Dynamist Blog

IN MEMORIAM: RONALD REAGAN

A funny thing happened during the Reagan era. Young people became Republicans. Not all of them, of course, but a plurality. It was strange. After all, everyone knows you're supposed to be liberal and idealistic when you're young. You're supposed to vote for people like Jimmy Carter and Walter Mondale.

Yeah, right.

Those young people aren't young anymore. We're middle aged, and the world bears little resemblance to the one we grew up in. It is, despite its obvious ills, a lot better.

Whatever impressions nostalgic TV shows may leave with those too young to remember the real decade, the late 1960s and 1970s were a scary time to grow up. The world just kept getting worse and worse, and nobody seemed to know why.

The Soviets were expanding, and the Cold War seemed destined to end in defeat or destruction. When the joke issue of my college paper announced the Soviet invasion of Iran, lots of students believed it.

The Saudis could--and did--cut off the oil whenever they got mad. People in the northeast froze from lack of natural gas; my father turned our thermostats down to 65, as though it would help. (Deregulation, Reagan's first act on becoming president, helped more.)

Prices went up and up, not just on a few things but on everything. After taxes, cost-of-living raises couldn't keep up. Interest rates hit two digits. Nobody my age would ever be able to own a house.

As a teenager, I didn't worry much about crime--burglaries and petty thefts seemed as normal as political assassinations. But a lot of people did worry. They made folk heroes of movie vigilantes like Dirty Harry.

The policies Nixon and Ford tried didn't work, and Carter told us that was just the way the world was. We should get over our selfishness, our materialism, and make do with less.

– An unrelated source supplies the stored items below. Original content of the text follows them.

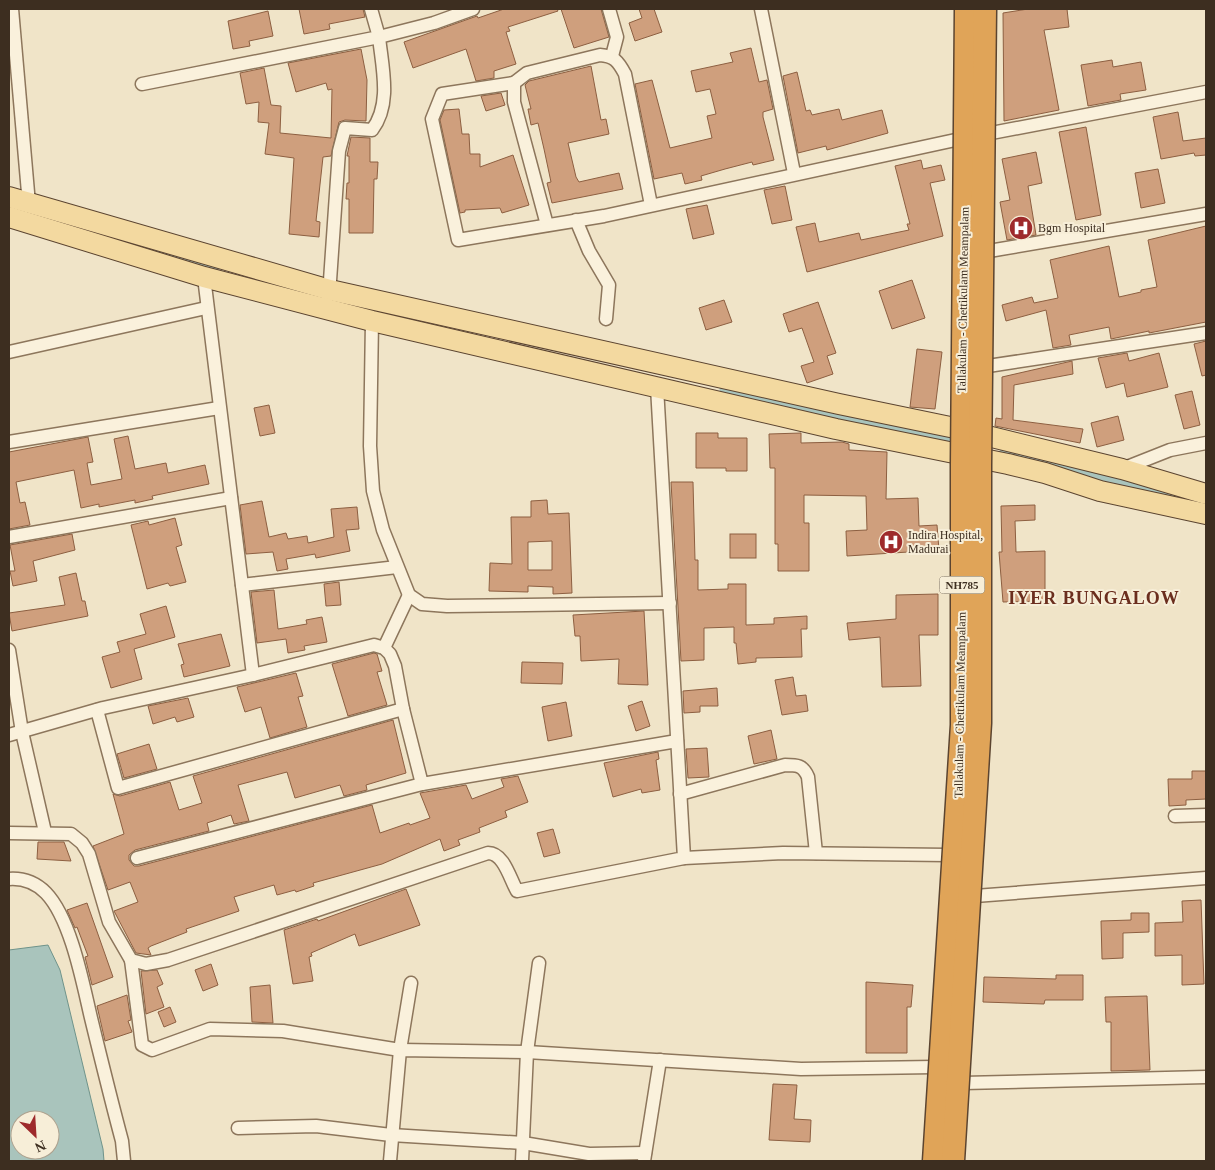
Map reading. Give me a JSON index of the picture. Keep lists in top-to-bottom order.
{
  "streets": {
    "highway": ["Tallakulam - Chettikulam Meampalam", "NH785"]
  },
  "districts": ["IYER BUNGALOW"],
  "places": {
    "hospital": ["Bgm Hospital", "Indira Hospital, Madurai"]
  },
  "north": "bottom right"
}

The problems of the world were our fault, a sign of our fallen nature, as individuals and a nation. Oh yes, and while we were addressing our crisis of meaning, we needed oil import quotas and a SynFuels Corporation.

No wonder Reagan attracted the young.

Amazingly, his prescriptions worked. The economy got worse at first--much, much worse, so bad Reagan himself called it a depression. But he stayed the course, and helped Paul Volcker stay it. The economy got better, and stayed better--mostly good and sometimes even great, except for a few short bumps--for decades.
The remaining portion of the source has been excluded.